We will see how we can build a pipeline with implicit data dependency.

In [1]:
import azureml.core
from azureml.core import Workspace, Experiment, Datastore
from azureml.core.compute import AmlCompute
from azureml.core.compute import ComputeTarget, ComputeInstance
from azureml.widgets import RunDetails

# Check core SDK version number
print("SDK version:", azureml.core.VERSION)

from azureml.data.data_reference import DataReference
from azureml.pipeline.core import Pipeline, PipelineData
from azureml.pipeline.steps import PythonScriptStep
print("Pipeline SDK-specific imports completed")

SDK version: 1.51.0
Pipeline SDK-specific imports completed


In [2]:
# source directory
source_directory = '_run_train'
    
print('Sample scripts will be created in {} directory.'.format(source_directory))

Sample scripts will be created in _run_train directory.


In [None]:
ws = Workspace.from_config()
print(ws.name, ws.resource_group, ws.location, ws.subscription_id, sep = '\n')

# Default datastore (Azure blob storage)
# def_blob_store = ws.get_default_datastore()
def_blob_store = Datastore(ws, "workspaceblobstore")
print("Blobstore's name: {}".format(def_blob_store.name))

In [4]:
# Reference the data uploaded to blob storage using DataReference
# Assign the datasource to blob_input_data variable

# DataReference(datastore, 
#               data_reference_name=None, 
#               path_on_datastore=None, 
#               mode='mount', 
#               path_on_compute=None, 
#               overwrite=False)

blob_input_data = DataReference(
    datastore=def_blob_store,
    data_reference_name="test_data",
    path_on_datastore="titanic/Titanic.csv")
print("Step 1: DataReference object created")

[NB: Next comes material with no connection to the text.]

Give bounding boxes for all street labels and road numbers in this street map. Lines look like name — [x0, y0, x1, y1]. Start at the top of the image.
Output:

Step 1: DataReference object created


In [5]:
# Set the compute target
aml_compute_target = "CPU-MD"

# Try to get the existing compute instance
aml_compute = AmlCompute(ws, aml_compute_target)
print("Step 2: AML Compute target created.")

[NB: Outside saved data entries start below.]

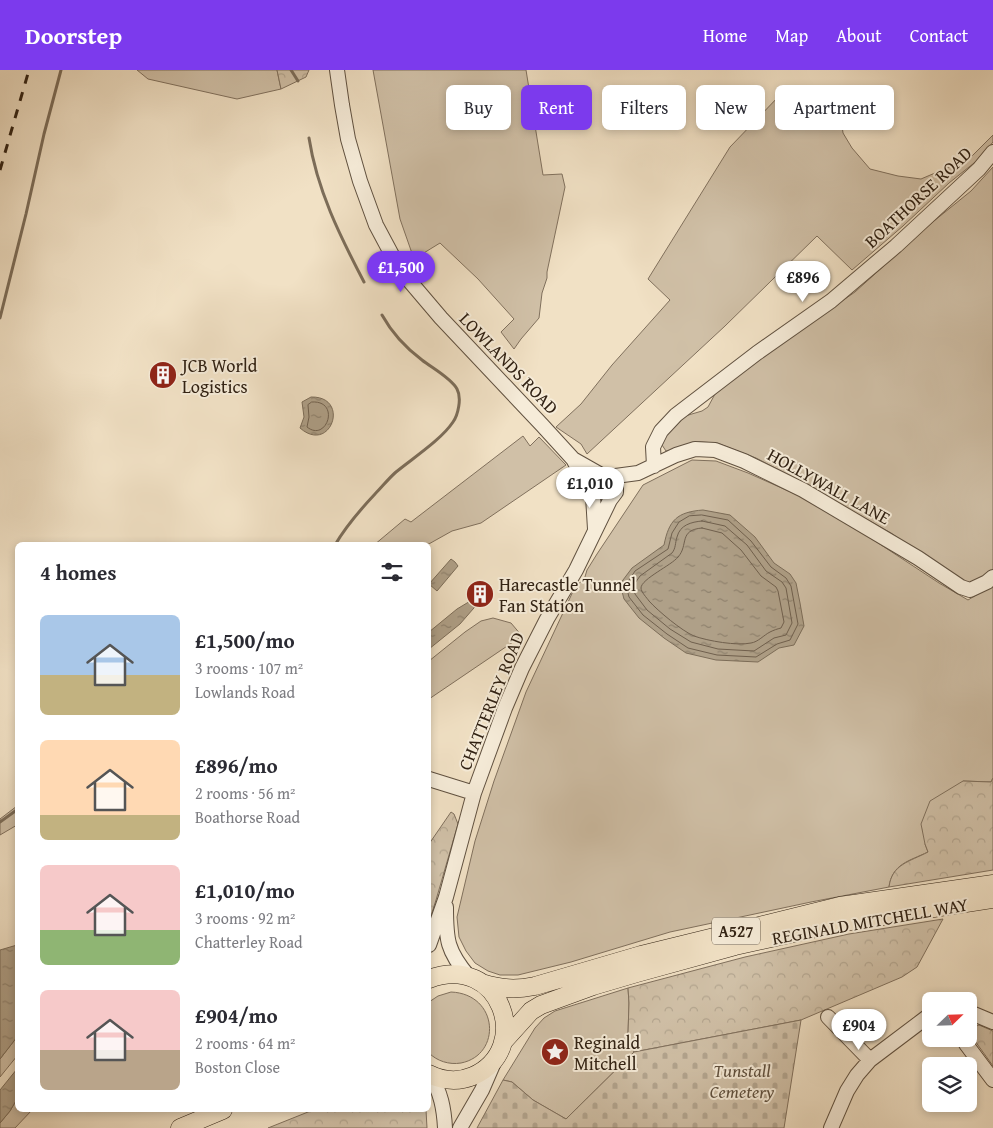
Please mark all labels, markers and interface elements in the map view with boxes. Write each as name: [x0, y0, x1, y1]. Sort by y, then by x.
text: Doorstep: [25, 18, 122, 53]
text: Home: [703, 22, 747, 49]
text: Map: [775, 22, 808, 49]
text: About: [836, 22, 882, 49]
text: Contact: [910, 22, 968, 49]
chip: Buy: [446, 85, 511, 130]
chip: Rent: [521, 85, 592, 130]
chip: Filters: [602, 85, 686, 130]
chip: New: [696, 85, 765, 130]
chip: Apartment: [775, 85, 894, 130]
street label: BOATHORSE ROAD: [858, 140, 978, 254]
pin: £1,500: [360, 250, 442, 293]
text: £1,500: [378, 255, 424, 279]
pin: £896: [773, 260, 833, 303]
text: £896: [786, 265, 820, 289]
street label: LOWLANDS ROAD: [453, 306, 565, 420]
place label: JCB World Logistics: [180, 352, 258, 400]
building icon: JCB World Logistics: [148, 360, 178, 390]
street label: HOLLYWALL LANE: [763, 441, 895, 531]
pin: £1,010: [549, 466, 631, 509]
text: £1,010: [567, 471, 613, 495]
text: 4 homes: [40, 557, 116, 588]
icon: filters: [378, 558, 406, 586]
place label: Harecastle Tunnel Fan Station: [499, 571, 636, 619]
building icon: Harecastle Tunnel Fan Station: [465, 579, 495, 609]
text: £1,500/mo: [195, 625, 295, 656]
street label: CHATTERLEY ROAD: [451, 628, 531, 774]
icon: home: [80, 635, 140, 695]
text: 3 rooms · 107 m²: [195, 656, 303, 680]
text: Lowlands Road: [195, 680, 295, 704]
text: £896/mo: [195, 750, 278, 781]
icon: home: [80, 760, 140, 820]
text: 2 rooms · 56 m²: [195, 781, 295, 805]
text: Boathorse Road: [195, 805, 300, 829]
text: £1,010/mo: [195, 875, 295, 906]
icon: home: [80, 885, 140, 945]
street label: REGINALD MITCHELL WAY: [770, 890, 970, 952]
text: 3 rooms · 92 m²: [195, 906, 295, 930]
road number: A527: [712, 918, 760, 944]
text: Chatterley Road: [195, 930, 303, 954]
north arrow: [922, 992, 978, 1048]
map controls: [922, 992, 977, 1112]
text: £904/mo: [195, 1000, 278, 1031]
pin: £904: [829, 1008, 889, 1051]
icon: home: [80, 1010, 140, 1070]
text: £904: [842, 1013, 876, 1037]
place label: Reginald Mitchell: [574, 1029, 640, 1077]
text: 2 rooms · 64 m²: [195, 1031, 295, 1055]
place icon: Reginald Mitchell: [540, 1037, 570, 1067]
text: Boston Close: [195, 1055, 280, 1079]
park label: Tunstall Cemetery: [710, 1057, 775, 1105]
button: layers: [922, 1057, 977, 1112]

Step 2: AML Compute target created.


### Intermediate/Output Data

Intermediate data (or output of a Step) is represented by PipelineData object. PipelineData can be produced by one step and consumed in another step by providing the PipelineData object as an output of one step and the input of one or more steps.

In [6]:
# Define intermediate data using PipelineData
# PipelineData(name, 
#              datastore=None, 
#              output_name=None, 
#              output_mode='mount', 
#              output_path_on_compute=None, 
#              output_overwrite=None, 
#              data_type=None, 
#              is_directory=None)

# Naming the intermediate data as processed_data1 and assigning it to the variable processed_data1.
processed_data1 = PipelineData("processed_data1",datastore=def_blob_store, is_directory=True)
print("Step 3: PipelineData object created")

Step 3: PipelineData object created



### Pipelines steps using datasources and intermediate data

Machine learning pipelines can have many steps and these steps could use or reuse datasources and intermediate data. Here's how we construct such a pipeline:

##### Define a Step that consumes a datasource and produces intermediate data.

In this step, we define a step that consumes a datasource and produces intermediate data.

Open train.py in the local machine and examine the arguments, inputs, and outputs for the script. That will give you a good sense of why the script argument names used below are important.
Specify conda dependencies and a base docker image through a RunConfiguration

This step uses a docker image and scikit-learn, use a RunConfiguration to specify these requirements and use when creating the PythonScriptStep.


In [7]:
from azureml.core.runconfig import DockerConfiguration, RunConfiguration, DEFAULT_CPU_IMAGE
from azureml.core.conda_dependencies import CondaDependencies

# create a new runconfig object
run_config = RunConfiguration()

# enable Docker using the DockerConfiguration object
run_config.docker = DockerConfiguration(use_docker=True)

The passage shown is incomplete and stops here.